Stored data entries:
▶
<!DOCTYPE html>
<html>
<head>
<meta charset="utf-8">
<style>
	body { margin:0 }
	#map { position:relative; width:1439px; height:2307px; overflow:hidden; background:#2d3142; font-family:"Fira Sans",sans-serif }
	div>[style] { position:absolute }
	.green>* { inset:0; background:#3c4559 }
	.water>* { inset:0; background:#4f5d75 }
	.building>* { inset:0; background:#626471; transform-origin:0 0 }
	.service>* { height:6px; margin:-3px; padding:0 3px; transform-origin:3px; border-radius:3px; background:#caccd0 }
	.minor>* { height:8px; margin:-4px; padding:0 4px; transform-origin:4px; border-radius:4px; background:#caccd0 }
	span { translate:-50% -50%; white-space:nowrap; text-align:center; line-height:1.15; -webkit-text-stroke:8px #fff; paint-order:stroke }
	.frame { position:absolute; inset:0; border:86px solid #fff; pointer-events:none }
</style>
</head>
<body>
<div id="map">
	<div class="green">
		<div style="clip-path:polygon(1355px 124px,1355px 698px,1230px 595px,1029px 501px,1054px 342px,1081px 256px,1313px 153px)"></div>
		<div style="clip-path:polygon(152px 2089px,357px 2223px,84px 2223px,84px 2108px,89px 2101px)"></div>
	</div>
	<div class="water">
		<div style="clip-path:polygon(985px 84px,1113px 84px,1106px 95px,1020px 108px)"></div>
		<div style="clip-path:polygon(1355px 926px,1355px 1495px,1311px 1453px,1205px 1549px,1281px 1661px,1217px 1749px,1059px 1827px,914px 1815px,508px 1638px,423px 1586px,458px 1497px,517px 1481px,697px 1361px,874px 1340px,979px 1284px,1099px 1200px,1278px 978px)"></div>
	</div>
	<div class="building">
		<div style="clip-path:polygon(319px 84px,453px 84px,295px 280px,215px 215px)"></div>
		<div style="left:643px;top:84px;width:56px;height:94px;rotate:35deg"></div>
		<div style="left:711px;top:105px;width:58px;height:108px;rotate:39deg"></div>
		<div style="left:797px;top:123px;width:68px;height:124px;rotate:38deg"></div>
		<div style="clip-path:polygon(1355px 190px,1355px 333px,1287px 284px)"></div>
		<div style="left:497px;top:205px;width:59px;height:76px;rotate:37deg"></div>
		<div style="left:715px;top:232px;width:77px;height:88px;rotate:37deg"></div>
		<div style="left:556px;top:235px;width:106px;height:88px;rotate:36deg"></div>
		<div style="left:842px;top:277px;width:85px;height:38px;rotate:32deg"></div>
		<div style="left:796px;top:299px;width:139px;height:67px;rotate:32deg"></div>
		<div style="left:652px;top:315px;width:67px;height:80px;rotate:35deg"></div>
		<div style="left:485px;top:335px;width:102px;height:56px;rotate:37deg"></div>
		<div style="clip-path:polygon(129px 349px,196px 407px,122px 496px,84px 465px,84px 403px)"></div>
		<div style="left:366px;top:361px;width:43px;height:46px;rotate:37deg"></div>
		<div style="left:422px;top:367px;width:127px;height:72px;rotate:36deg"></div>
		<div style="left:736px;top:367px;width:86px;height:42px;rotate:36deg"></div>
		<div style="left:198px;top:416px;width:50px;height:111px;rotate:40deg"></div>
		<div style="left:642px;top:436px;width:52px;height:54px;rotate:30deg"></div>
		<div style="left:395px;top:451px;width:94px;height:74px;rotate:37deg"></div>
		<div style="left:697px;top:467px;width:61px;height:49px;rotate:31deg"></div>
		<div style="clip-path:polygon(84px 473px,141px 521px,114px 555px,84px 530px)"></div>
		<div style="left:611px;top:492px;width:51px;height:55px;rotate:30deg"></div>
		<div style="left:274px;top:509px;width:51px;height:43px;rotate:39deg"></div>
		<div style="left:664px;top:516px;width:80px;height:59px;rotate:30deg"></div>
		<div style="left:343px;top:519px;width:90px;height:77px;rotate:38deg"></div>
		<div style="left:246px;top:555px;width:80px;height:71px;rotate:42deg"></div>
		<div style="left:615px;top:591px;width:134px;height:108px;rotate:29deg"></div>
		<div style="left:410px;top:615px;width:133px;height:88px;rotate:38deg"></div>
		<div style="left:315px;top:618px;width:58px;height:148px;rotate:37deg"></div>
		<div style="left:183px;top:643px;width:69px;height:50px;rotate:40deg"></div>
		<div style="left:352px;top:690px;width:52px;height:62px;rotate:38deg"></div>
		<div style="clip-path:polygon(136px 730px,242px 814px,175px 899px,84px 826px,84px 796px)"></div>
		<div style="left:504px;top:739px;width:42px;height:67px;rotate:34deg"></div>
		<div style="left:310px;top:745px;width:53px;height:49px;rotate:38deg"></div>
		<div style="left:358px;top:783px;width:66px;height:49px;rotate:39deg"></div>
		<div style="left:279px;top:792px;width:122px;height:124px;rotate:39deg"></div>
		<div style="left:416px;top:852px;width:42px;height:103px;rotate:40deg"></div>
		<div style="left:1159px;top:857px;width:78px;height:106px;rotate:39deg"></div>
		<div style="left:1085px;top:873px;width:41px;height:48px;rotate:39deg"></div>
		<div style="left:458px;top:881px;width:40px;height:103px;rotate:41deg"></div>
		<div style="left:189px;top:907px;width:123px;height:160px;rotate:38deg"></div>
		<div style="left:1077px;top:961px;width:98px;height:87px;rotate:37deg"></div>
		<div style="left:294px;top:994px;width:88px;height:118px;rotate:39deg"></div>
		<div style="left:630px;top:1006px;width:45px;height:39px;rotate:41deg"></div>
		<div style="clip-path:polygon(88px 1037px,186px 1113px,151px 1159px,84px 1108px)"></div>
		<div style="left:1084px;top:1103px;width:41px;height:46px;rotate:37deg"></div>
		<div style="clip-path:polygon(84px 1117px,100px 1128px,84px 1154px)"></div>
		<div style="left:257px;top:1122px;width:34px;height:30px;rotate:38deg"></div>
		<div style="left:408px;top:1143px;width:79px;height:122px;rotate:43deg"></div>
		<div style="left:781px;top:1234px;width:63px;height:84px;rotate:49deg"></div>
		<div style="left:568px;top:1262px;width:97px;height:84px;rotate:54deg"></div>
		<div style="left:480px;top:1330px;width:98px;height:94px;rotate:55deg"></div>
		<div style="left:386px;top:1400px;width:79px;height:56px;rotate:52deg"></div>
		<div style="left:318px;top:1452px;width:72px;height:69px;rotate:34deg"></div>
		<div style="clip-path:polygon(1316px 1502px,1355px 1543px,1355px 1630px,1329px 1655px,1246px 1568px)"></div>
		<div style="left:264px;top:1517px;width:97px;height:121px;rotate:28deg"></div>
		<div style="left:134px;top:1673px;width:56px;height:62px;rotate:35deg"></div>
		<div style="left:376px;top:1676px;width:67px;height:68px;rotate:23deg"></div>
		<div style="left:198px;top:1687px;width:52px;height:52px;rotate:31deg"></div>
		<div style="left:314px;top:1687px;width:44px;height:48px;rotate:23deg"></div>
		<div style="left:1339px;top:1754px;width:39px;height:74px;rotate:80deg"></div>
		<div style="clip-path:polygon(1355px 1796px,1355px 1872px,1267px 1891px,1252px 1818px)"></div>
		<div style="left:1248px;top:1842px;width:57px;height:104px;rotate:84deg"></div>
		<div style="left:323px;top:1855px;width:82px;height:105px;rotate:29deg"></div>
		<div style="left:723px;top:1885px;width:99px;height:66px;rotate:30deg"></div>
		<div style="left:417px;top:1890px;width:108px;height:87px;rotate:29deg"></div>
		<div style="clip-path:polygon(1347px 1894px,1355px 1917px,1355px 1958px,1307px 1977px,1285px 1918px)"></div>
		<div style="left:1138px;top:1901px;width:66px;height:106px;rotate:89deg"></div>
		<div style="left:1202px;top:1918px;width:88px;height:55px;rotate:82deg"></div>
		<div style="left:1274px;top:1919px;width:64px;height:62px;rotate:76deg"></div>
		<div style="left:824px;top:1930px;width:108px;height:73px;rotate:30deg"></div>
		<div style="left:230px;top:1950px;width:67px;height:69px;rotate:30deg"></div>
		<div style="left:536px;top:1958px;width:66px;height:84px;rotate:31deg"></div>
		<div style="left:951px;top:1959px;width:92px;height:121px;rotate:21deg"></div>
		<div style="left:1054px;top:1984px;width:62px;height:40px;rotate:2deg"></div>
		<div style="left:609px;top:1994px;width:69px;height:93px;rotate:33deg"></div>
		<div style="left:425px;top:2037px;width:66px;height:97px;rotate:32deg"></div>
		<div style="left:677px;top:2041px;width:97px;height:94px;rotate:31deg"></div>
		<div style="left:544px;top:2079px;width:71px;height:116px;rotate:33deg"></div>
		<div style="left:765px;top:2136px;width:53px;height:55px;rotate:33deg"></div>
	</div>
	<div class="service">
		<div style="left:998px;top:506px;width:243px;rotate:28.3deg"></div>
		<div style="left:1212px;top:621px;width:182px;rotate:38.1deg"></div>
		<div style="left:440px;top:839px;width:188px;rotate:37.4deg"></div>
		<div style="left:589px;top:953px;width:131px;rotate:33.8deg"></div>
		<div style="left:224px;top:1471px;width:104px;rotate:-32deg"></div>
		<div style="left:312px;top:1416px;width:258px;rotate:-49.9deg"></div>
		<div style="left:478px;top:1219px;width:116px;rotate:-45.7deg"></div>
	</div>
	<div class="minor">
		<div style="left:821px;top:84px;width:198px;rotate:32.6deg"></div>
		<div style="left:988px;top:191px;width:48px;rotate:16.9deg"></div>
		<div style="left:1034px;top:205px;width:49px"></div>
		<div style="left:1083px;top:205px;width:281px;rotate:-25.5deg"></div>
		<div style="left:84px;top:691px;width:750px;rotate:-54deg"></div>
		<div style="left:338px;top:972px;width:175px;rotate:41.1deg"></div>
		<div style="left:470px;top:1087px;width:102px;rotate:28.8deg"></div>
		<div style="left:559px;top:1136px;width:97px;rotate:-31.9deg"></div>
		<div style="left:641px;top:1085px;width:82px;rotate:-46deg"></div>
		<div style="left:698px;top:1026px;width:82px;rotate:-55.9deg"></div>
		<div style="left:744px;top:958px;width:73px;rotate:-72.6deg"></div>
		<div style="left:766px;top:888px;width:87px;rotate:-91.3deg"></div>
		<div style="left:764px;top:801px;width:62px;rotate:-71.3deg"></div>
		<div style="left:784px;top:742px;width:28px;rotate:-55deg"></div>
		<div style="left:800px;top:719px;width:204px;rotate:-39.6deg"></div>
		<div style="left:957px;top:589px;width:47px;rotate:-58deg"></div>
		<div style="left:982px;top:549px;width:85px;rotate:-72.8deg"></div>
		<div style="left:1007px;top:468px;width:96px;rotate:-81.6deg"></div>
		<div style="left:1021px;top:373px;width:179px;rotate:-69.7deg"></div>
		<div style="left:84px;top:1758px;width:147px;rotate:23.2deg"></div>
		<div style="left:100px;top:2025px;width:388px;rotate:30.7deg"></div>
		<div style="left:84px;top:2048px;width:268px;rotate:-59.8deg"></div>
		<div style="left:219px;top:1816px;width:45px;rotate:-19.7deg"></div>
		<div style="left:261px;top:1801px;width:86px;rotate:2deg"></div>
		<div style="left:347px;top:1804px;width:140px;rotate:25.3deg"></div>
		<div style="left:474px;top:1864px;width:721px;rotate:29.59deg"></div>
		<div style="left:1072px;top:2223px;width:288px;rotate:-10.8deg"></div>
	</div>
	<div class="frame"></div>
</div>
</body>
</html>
◀
__What is needed__:
Take the lines from the top of the data through the one that contains "translate:-50% -50%; white-space:nowrap;" and copy them exactly, leaving out every line after it.

__Answer for this exercise__:
<!DOCTYPE html>
<html>
<head>
<meta charset="utf-8">
<style>
	body { margin:0 }
	#map { position:relative; width:1439px; height:2307px; overflow:hidden; background:#2d3142; font-family:"Fira Sans",sans-serif }
	div>[style] { position:absolute }
	.green>* { inset:0; background:#3c4559 }
	.water>* { inset:0; background:#4f5d75 }
	.building>* { inset:0; background:#626471; transform-origin:0 0 }
	.service>* { height:6px; margin:-3px; padding:0 3px; transform-origin:3px; border-radius:3px; background:#caccd0 }
	.minor>* { height:8px; margin:-4px; padding:0 4px; transform-origin:4px; border-radius:4px; background:#caccd0 }
	span { translate:-50% -50%; white-space:nowrap; text-align:center; line-height:1.15; -webkit-text-stroke:8px #fff; paint-order:stroke }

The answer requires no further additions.